The relationship of particulate matter retention in the lung to the severity of chronic obstructive pulmonary disease Ling, Sean Hilton


Particulate matter (PM) deposited into the lung is removed predominantly by ciliary action of epithelial cells in the airways and by macrophages that phagocytose these particles in the peripheral air space. We hypothesize that the particle load or burden in the lungs’ of patients with Chronic Obstructive Pulmonary Disease (COPD) are responsible for perpetuating the chronic inflammatory response in the lung of subjects with COPD (even after smoking cessation). Samples were selected to cover the whole range of severity of COPD. Quantitative histological methods were used to quantify and characterize the particle burden in the lung tissue.

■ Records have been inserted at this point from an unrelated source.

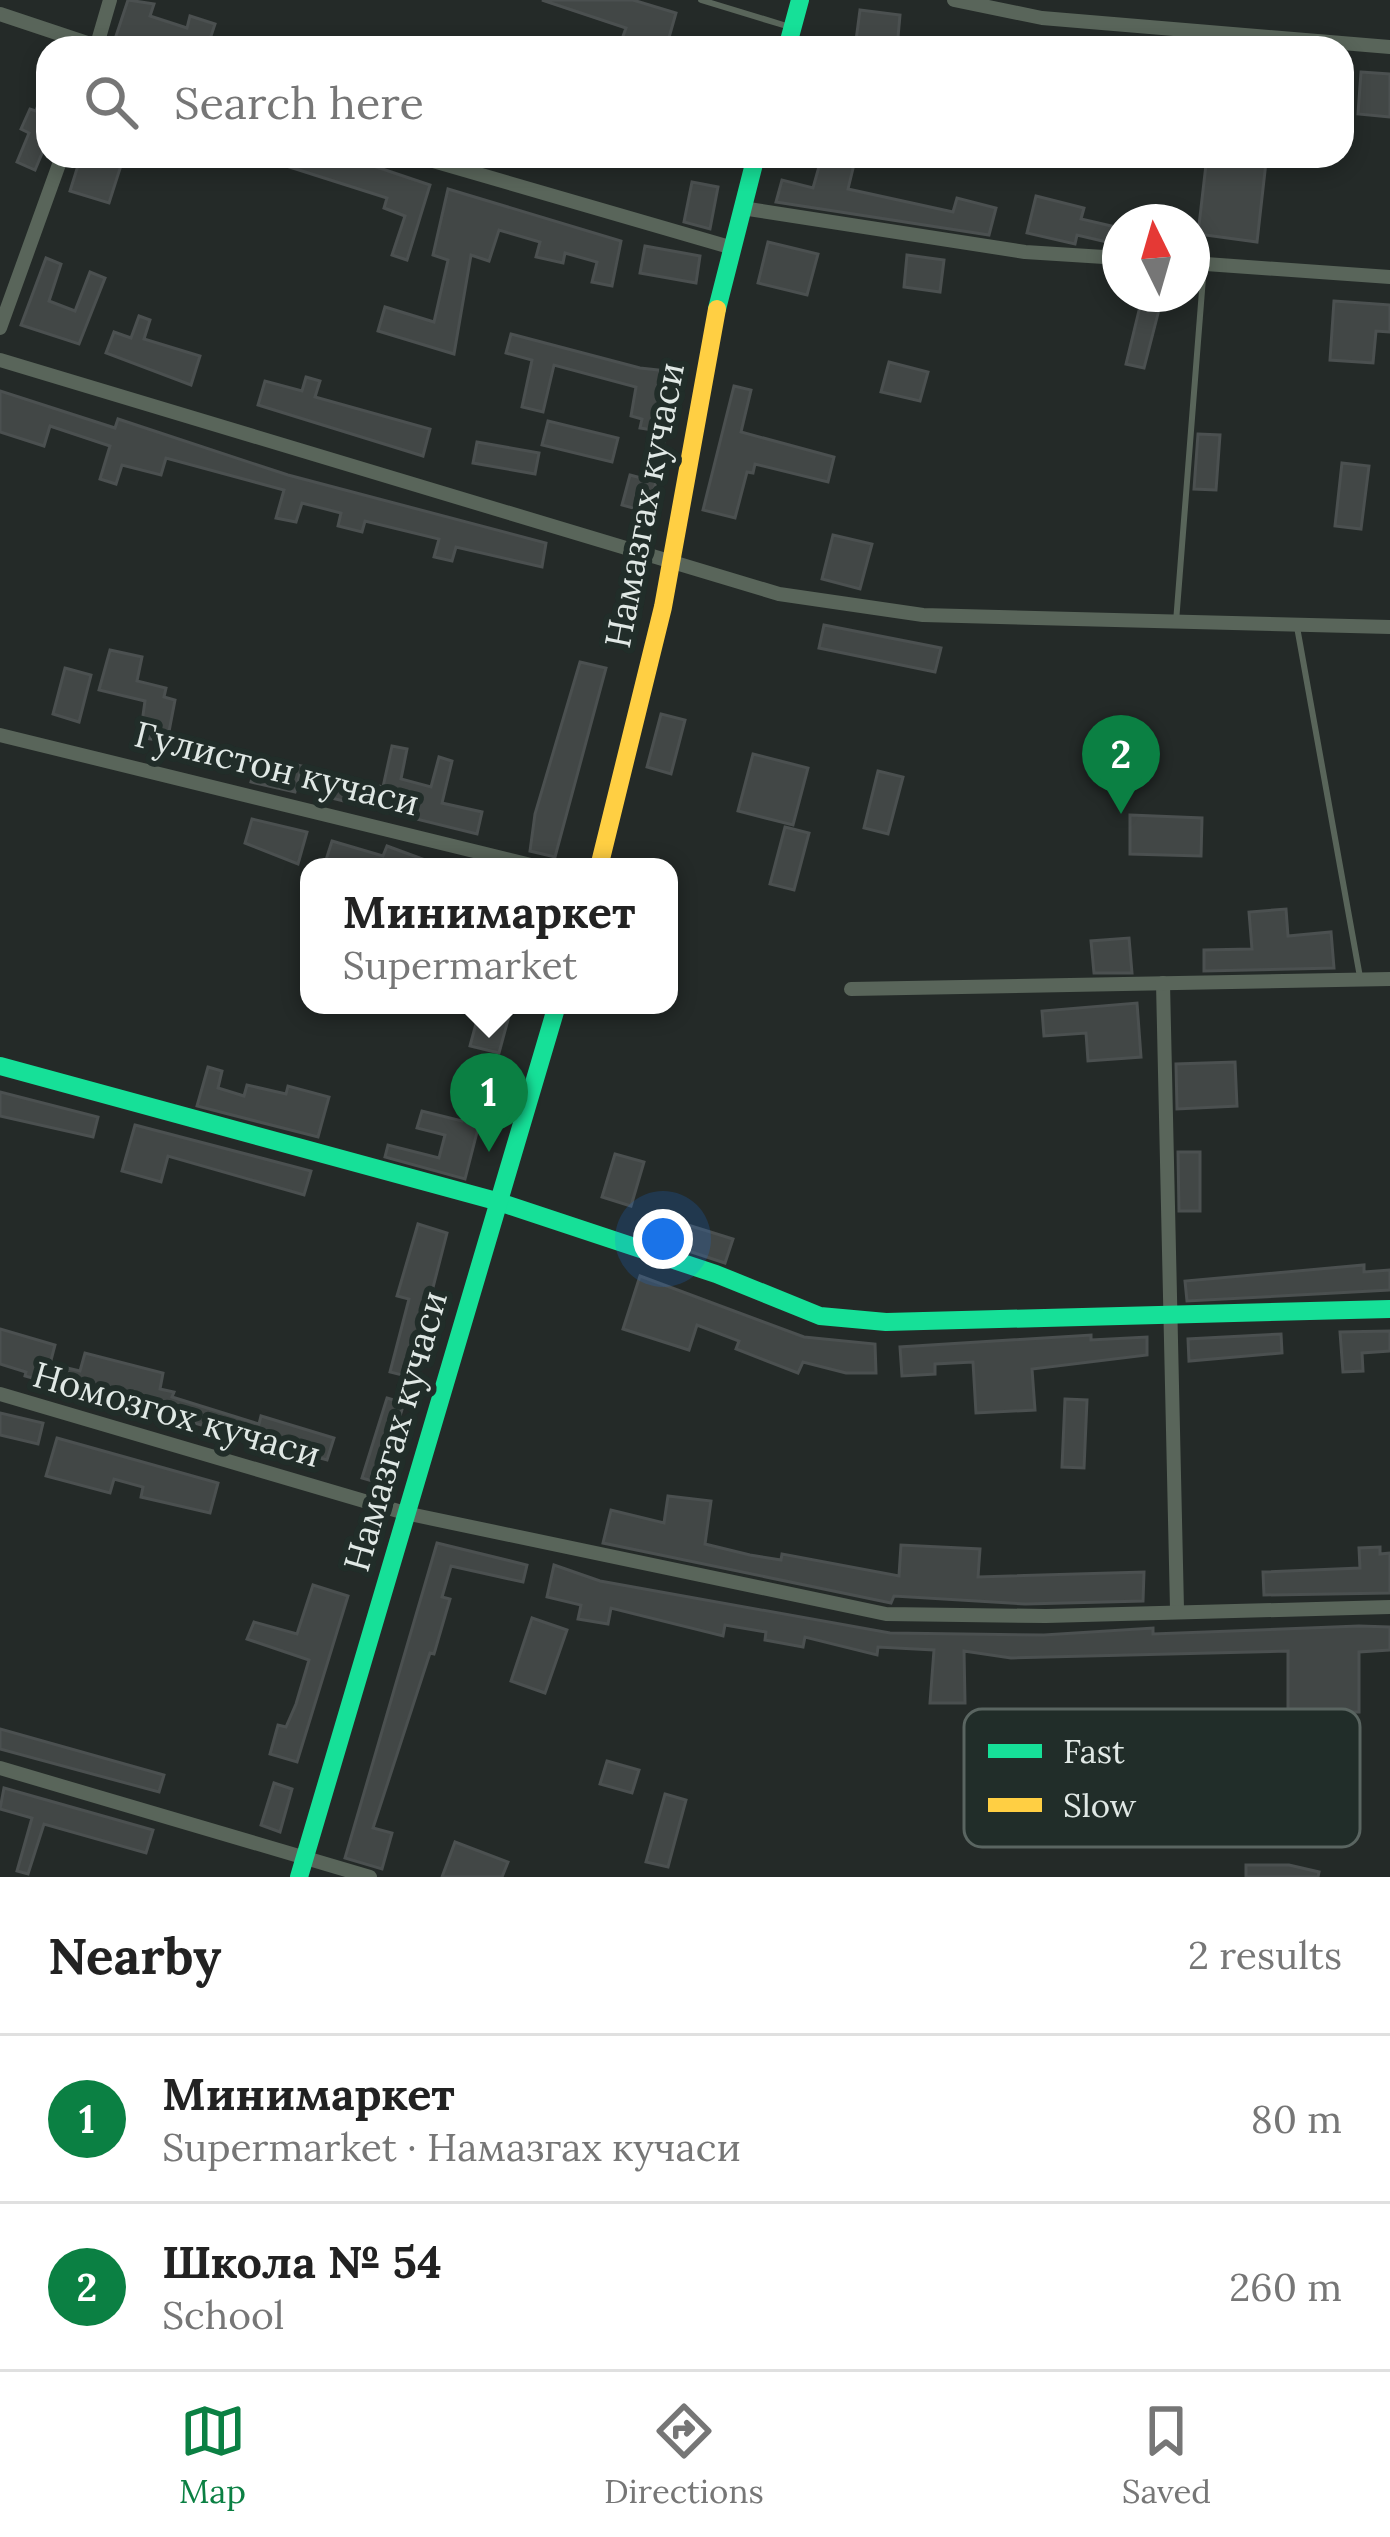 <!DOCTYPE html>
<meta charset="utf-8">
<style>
body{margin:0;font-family:Lora,serif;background:#f2f2f2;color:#222}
.compass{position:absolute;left:1102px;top:204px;width:108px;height:108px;border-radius:50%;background:#fff;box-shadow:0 6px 18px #0003;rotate:355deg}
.you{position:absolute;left:663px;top:1239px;width:42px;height:42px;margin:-30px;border:9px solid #fff;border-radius:50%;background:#1a73e8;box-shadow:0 0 0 18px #1a73e833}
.badge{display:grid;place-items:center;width:78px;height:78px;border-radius:50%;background:#0b8043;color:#fff;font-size:39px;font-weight:700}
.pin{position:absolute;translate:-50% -99px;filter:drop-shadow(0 3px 6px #0008)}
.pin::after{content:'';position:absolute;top:63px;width:42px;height:36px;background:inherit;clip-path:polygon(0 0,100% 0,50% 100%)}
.popup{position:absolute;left:300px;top:858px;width:378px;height:156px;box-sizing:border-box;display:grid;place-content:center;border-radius:24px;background:#fff;filter:drop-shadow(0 3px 9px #0005);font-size:39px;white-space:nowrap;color:#767676}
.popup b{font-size:45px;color:#222}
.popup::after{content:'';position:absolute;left:50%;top:100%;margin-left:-24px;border:24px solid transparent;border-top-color:#fff}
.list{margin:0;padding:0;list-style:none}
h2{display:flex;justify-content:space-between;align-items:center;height:156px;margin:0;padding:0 48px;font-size:51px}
h2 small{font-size:39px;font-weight:400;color:#767676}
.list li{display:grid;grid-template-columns:78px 1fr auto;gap:36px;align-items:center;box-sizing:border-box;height:168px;padding:0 48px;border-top:3px solid #e0e0e0}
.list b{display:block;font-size:45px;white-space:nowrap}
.list p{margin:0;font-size:39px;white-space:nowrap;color:#767676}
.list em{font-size:39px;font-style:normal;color:#767676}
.icon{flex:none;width:66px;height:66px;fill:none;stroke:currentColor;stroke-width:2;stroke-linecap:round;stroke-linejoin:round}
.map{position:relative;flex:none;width:1390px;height:1877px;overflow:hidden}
.search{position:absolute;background:#fff;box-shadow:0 6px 18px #0003;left:36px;right:36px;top:36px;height:132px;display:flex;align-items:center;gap:30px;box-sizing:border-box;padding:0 42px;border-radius:36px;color:#767676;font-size:45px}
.sheet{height:492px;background:#fff}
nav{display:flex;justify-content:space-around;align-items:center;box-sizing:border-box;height:168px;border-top:3px solid #e0e0e0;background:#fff;font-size:33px;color:#767676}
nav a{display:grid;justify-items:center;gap:6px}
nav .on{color:#0b8043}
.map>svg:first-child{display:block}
.building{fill:#424746;stroke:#4b5050;stroke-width:3}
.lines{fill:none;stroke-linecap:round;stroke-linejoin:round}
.lane{stroke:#59655a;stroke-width:6}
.street{stroke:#59655a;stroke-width:14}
.fast{stroke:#16e098;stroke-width:18}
.slow{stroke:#ffcf43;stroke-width:18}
.labels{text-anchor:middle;stroke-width:12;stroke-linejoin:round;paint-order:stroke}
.street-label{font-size:36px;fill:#e0e8e5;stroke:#212d29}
.key{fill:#212d29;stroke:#5a6561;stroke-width:3}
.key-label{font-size:33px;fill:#e0e8e5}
</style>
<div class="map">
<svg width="1390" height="1877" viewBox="0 0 1390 1877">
<rect width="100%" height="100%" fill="#242a28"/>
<g class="building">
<polygon points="128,0 154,4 150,16 187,28 190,16 215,24 207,48 132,48 114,42"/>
<polygon points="542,0 633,0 676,13 666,48 652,48 622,39 626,28"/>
<polygon points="860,10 900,15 897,48 855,48"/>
<polygon points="1361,72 1390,74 1390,117 1358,114"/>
<polygon points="45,83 48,139 35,170 17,162 29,133 21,129 30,109 36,111"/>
<polygon points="81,156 124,156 109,203 70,191"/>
<polygon points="255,156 344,156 430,185 407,260 392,255 405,216 384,208 387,198"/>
<polygon points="822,156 856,156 848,189 953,212 957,198 996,208 989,235 776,202 782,180 813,188"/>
<polygon points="1207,156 1266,162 1257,242 1198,234"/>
<polygon points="692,182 718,187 710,229 684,222"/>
<polygon points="448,189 621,241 612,286 592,282 597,262 565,253 563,263 536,257 540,242 499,230 489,261 471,255 454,354 378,331 385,307 434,322 448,260 433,255"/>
<polygon points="1036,196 1084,208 1081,219 1120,228 1120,245 1077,235 1075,244 1027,233"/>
<polygon points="768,242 818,254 807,295 758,283"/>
<polygon points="645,246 700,256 696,283 640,273"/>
<polygon points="907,255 944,260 940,292 904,287"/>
<polygon points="46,258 61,264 49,301 75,311 90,272 105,278 79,344 21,325"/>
<polygon points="1143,294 1162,298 1144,368 1126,364"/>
<polygon points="1334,301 1390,305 1390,332 1376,331 1373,363 1330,360"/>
<polygon points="139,316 150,320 144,339 200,356 191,385 106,353 114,332 131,338"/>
<polygon points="511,334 640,368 677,372 664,442 652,441 653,430 640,428 642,419 631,416 636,387 554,365 543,412 522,407 532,360 506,353"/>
<polygon points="889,362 928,372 920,401 881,392"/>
<polygon points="306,377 320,381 315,397 430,429 423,456 258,405 265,381 302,391"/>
<polygon points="734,386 751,390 741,432 834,457 828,482 755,464 753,473 747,472 735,518 703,510"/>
<polygon points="0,391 115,428 118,419 288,475 546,543 542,567 456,547 452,561 434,557 439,539 365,521 362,532 338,526 341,513 302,503 296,522 276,518 284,490 166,458 161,475 122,465 116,484 100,479 110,446 50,426 44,446 0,432"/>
<polygon points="548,421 618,438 612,462 542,445"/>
<polygon points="1198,434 1220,435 1216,490 1194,489"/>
<polygon points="477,442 539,453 535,474 473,463"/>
<polygon points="1342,463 1369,466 1361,529 1335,526"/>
<polygon points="630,475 656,482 648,512 622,505"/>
<polygon points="833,535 872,544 860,589 822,579"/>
<polygon points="824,625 941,648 935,672 819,648"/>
<polygon points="110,650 142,657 137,681 166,688 164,697 175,700 167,742 140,737 145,701 99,690"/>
<polygon points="580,662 606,668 555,857 530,851 535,814"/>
<polygon points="65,668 91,675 79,722 53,714"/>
<polygon points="661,714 685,720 671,774 647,767"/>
<polygon points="392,746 407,749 401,779 431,787 439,757 452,761 442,803 482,812 477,834 319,795 324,774 383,787"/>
<polygon points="753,754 808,768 793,825 738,811"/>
<polygon points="258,756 302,766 295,792 251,782"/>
<polygon points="878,771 903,777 888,834 864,828"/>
<polygon points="1130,815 1202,818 1201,856 1130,854"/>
<polygon points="252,819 307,832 298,864 245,843"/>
<polygon points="785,827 809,833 794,890 770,884"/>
<polygon points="332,841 383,856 387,846 444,867 351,867 326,860"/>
<polygon points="1286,909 1288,936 1331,932 1334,968 1204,971 1204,950 1252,949 1249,912"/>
<polygon points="1129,938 1132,973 1094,973 1091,941"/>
<polygon points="1137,1003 1141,1057 1088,1061 1086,1033 1044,1036 1042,1011"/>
<polygon points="481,1005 512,1005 499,1053 470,1046"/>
<polygon points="1235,1062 1237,1106 1177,1109 1176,1064"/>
<polygon points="208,1067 222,1071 218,1088 244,1096 247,1085 286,1094 288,1086 329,1097 318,1137 197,1106"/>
<polygon points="473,1074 491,1078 465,1179 385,1157 388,1145 439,1158 445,1135 417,1128 422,1111 462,1121"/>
<polygon points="0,1092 98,1117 93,1137 0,1116"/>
<polygon points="135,1125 311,1171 304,1195 168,1156 161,1182 122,1171"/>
<polygon points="1178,1152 1200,1152 1200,1211 1179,1211"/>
<polygon points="615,1154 644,1162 631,1206 602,1197"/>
<polygon points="659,1216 733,1239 725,1263 652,1239"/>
<polygon points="418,1224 447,1233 410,1377 390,1372 409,1299 397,1296"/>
<polygon points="1364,1265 1364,1272 1390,1270 1390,1290 1187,1301 1185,1281"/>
<polygon points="640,1276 804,1337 875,1344 876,1373 846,1373 803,1362 798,1373 736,1349 739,1341 697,1325 689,1350 623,1329"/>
<polygon points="0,1329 55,1345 50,1364 80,1371 85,1353 163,1373 160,1389 174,1392 172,1397 259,1424 261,1416 334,1438 327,1460 25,1376 26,1372 0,1364"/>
<polygon points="1390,1331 1390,1351 1362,1353 1363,1371 1343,1372 1340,1332"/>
<polygon points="1281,1334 1282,1353 1189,1361 1188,1339"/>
<polygon points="1091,1335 1091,1340 1147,1337 1147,1355 1032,1369 1035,1410 976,1413 973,1362 935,1364 935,1374 902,1376 900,1347"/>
<polygon points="387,1398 404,1403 379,1483 362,1478"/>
<polygon points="1065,1399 1087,1400 1084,1468 1062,1467"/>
<polygon points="0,1413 43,1423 38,1444 0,1435"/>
<polygon points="57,1438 218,1483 210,1513 141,1497 143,1487 114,1479 110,1493 46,1476"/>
<polygon points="668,1496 711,1501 705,1544 750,1555 781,1560 782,1554 899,1576 901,1545 980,1549 978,1577 1144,1572 1143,1601 1025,1604 894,1596 891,1603 603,1543 611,1510 664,1523"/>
<polygon points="437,1543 527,1565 523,1582 451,1566 442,1597 450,1599 434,1654 430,1653 373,1828 392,1833 382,1869 345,1858"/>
<polygon points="1380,1547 1380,1554 1390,1553 1390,1593 1264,1595 1263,1572 1360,1568 1359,1548"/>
<polygon points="554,1565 600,1581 890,1633 1044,1635 1153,1628 1153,1634 1359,1626 1390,1627 1390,1650 1359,1652 1359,1712 1288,1712 1288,1651 1011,1658 964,1651 965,1703 930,1703 934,1650 878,1647 877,1655 805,1637 803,1647 765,1640 766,1632 725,1625 723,1636 611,1608 608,1624 578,1619 581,1605 547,1597"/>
<polygon points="313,1585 348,1596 297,1762 270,1754 278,1725 286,1727 296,1704 309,1660 247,1639 254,1622 297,1634"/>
<polygon points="532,1618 567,1630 545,1693 511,1681"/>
<polygon points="0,1729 164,1775 159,1792 0,1749"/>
<polygon points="607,1761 639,1770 632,1793 600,1784"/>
<polygon points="274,1783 292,1789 280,1832 261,1825"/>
<polygon points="4,1788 153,1830 146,1853 44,1824 28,1874 17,1871 32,1818 0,1809"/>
<polygon points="1129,1788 1150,1795 1137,1836 1116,1829"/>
<polygon points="665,1794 686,1800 668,1867 646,1862"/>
<polygon points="455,1842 508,1862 502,1877 442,1877"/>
<polygon points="1246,1865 1289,1865 1319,1872 1318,1877 1246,1877"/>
</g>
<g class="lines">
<g class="lane">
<polyline points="701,0 790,27"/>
<polyline points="1176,622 1204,265"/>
<polyline points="1297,627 1360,977"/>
</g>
<g class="street">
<polyline points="954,0 1042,18 1390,47"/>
<polyline points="0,14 102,48"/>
<polyline points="96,48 110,0"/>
<polyline points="416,156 733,248"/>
<polyline points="742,208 1025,252 1120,258"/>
<polyline points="1192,263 1390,277"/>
<polyline points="0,328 62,156"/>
<polyline points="0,360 779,594 923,615 1390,627"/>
<polyline points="0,735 539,867"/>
<polyline points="1163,983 1177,1609"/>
<polyline points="851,989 1390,979"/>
<polyline points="0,1394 405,1513 886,1614 1046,1616 1390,1607"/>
<polyline points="0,1768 370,1877"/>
</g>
<g class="fast">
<polyline points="787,48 800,0"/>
<polyline points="717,309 756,156"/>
<polyline points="0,1066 496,1201 716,1274 820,1316 886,1322 1390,1309"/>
<polyline points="299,1877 557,1005"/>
</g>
<polyline class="slow" points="599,867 663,607 717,309"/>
</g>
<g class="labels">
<g class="street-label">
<text transform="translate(644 505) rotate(-79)" y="13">Намазгах кучаси</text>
<text transform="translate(277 768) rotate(14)" y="13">Гулистон кучаси</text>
<text transform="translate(177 1414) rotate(16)" y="13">Номозгох кучаси</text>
<text transform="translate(395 1431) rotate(-74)" y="13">Намазгах кучаси</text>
</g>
</g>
<rect x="964" y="1709" width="396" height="138" rx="18" class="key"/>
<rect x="988" y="1744" width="54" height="14" fill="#16e098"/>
<rect x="988" y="1798" width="54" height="14" fill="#ffcf43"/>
<g class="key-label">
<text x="1063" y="1763">Fast</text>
<text x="1063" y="1817">Slow</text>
</g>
</svg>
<svg class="compass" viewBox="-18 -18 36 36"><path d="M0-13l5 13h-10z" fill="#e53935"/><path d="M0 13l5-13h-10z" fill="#767676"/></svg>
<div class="you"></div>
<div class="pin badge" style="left:489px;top:1152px">1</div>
<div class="popup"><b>Минимаркет</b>Supermarket</div>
<div class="pin badge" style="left:1121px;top:814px">2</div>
<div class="search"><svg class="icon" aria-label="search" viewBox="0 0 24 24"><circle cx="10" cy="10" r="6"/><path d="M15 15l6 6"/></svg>Search here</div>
</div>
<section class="sheet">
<h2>Nearby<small>2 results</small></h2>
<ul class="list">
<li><span class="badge">1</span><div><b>Минимаркет</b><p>Supermarket · Намазгах кучаси</p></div><em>80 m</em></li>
<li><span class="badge">2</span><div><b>Школа № 54</b><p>School</p></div><em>260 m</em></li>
</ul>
</section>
<nav>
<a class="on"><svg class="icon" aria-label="map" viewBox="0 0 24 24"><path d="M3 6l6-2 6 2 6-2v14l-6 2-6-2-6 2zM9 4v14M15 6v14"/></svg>Map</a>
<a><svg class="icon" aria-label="directions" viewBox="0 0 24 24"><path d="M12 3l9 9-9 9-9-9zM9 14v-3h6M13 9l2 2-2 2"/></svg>Directions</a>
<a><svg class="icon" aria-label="saved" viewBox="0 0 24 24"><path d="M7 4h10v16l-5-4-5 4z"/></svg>Saved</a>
</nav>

The volume fraction (Vv) of PM in the lung tissue, including the parenchyma, airways, alveolar macrophages, blood vessels, and lymphoid follicles was determined using the aforementioned methods. To determine the chemical composition of the PM, Raman spectroscopy was used to analyze samples in situ. PM could be found in virtually all compartments of the lung: the parenchyma, blood vessels, airways, lymphoid follicles, and alveolar macrophages. The total burden of PM in all tissues of the lung was higher in subjects with COPD compared to controls (p<O.OO1) as well as in smokers with normal lung function (p<O.O1). There was an incremental increase in PM with increased COPD severity that peaks at GOLD 2 and then falls off in the GOLD 3/4 group. These findings were very similar in analysis to the lung parenchyma, but the same relationship was not found in the blood vessels and lymphoid follicles. An increase in lung PM burden correlated with a decline in FEV ₁/FVC and pack years smoking. The PM in the lung tissue was found to have a similar Raman spectrum to that of carbonaceous soot. We conclude that PM is retained in the lung of COPD subjects. Whether just the burden of exposure or whether poor clearance of PM from the lungs is responsible, remains unclear from our data. We speculate that this retained PM could perpetuate the chronic inflammatory response in the lung and contribute to the progression of COPD.